Automated Data Collection in R, Ch. 8 - questions 4-6:
library(stringr)
- [0-9]+\$
A character set that searches for digits 0-9 one or more times with a literal $ following the digits.
ex1 <- "There are 115$ here, and that's a strange way to write $115"
unlist(str_extract_all(ex1, "[0-9]+\\$")) #note what isn't matched.
## [1] "115$"
- \b[a-z]{1,4}\b
This searches between word boundaries for lowercase letters a-z that occurs at least once, but at most 4 times.
ex2 <- "doggie cat dog frog this spanish"
unlist(str_extract_all(ex2, "\\b[a-z]{1,4}\\b"))
## [1] "cat" "dog" "frog" "this"
- .*?\.txt$
This seach uses a non-greedy qualifier (the ?) to look for zero or more of any character followed by a literal . and txt at the end of the string.
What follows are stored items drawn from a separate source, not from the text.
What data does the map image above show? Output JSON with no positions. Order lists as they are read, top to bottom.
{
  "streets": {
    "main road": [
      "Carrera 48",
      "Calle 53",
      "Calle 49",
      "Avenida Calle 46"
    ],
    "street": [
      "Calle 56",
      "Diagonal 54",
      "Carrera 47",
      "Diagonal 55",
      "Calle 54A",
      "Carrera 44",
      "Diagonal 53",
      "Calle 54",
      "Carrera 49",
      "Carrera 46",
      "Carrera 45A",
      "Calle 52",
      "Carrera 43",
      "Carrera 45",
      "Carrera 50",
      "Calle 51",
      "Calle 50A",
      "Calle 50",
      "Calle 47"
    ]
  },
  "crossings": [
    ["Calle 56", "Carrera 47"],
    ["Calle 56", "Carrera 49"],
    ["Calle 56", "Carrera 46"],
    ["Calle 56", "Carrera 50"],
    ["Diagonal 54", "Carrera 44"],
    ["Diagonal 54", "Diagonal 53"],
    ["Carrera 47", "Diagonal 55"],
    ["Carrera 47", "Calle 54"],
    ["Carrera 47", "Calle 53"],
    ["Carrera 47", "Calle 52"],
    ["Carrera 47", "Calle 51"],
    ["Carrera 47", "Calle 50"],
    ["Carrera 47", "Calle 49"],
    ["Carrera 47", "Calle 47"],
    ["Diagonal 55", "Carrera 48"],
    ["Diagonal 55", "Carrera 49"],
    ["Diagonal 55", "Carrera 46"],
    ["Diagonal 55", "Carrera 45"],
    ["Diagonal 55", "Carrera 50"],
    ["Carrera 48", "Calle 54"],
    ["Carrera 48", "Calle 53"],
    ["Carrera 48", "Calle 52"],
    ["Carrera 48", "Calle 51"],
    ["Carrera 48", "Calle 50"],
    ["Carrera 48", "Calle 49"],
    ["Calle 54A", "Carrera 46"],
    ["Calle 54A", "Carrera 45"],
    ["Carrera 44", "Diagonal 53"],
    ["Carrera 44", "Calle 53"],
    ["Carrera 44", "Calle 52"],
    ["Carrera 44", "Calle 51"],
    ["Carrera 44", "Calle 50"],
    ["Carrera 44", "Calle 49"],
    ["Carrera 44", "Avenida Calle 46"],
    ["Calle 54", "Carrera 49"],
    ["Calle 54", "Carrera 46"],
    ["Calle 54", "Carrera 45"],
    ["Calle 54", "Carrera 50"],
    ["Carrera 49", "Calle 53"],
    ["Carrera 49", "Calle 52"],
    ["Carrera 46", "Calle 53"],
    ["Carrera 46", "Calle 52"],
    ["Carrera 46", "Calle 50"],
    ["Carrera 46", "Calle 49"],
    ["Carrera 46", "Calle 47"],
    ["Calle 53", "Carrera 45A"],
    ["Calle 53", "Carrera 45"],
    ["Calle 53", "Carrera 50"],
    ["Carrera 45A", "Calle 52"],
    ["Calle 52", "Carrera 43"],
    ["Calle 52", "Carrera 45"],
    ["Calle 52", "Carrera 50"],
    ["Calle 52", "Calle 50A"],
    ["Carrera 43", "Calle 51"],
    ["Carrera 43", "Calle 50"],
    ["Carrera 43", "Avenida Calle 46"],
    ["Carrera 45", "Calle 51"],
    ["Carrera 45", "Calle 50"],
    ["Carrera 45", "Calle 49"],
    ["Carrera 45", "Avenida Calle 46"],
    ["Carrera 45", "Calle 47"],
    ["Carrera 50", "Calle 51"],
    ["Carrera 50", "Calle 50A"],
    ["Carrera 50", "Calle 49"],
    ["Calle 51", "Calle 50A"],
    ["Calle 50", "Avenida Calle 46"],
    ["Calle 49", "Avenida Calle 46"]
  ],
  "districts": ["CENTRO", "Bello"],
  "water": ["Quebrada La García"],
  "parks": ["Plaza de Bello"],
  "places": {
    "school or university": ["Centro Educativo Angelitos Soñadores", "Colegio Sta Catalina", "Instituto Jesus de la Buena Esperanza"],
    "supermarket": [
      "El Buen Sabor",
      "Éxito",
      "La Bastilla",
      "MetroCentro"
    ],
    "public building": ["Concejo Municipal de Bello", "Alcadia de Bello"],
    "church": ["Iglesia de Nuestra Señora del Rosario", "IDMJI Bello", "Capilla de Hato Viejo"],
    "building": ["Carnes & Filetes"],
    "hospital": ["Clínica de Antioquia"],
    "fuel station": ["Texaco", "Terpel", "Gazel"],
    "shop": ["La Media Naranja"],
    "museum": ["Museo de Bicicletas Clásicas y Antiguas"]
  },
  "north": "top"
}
ex3 <- c("daina.txt", "snake.txt")
unlist(str_extract_all(ex3, ".*?\\.txt$"))
## [1] "daina.txt" "snake.txt"
- \d{2}/\d{2}/\d{4}
This is a string that contains 2 digits a slash, 2 digits a slash, then 4 digits and a slash
ex4 <- "04/12/1989, 10/24/1989"
unlist(str_extract_all(ex4, "\\d{2}/\\d{2}/\\d{4}"))
## [1] "04/12/1989" "10/24/1989"
- <(.+?)>.+?</\1>
Searches for an open triangle bracket, at least one character, and a closing triangle, followed by at least one character and a bracketed text that matches the first () but has a leading forward slash.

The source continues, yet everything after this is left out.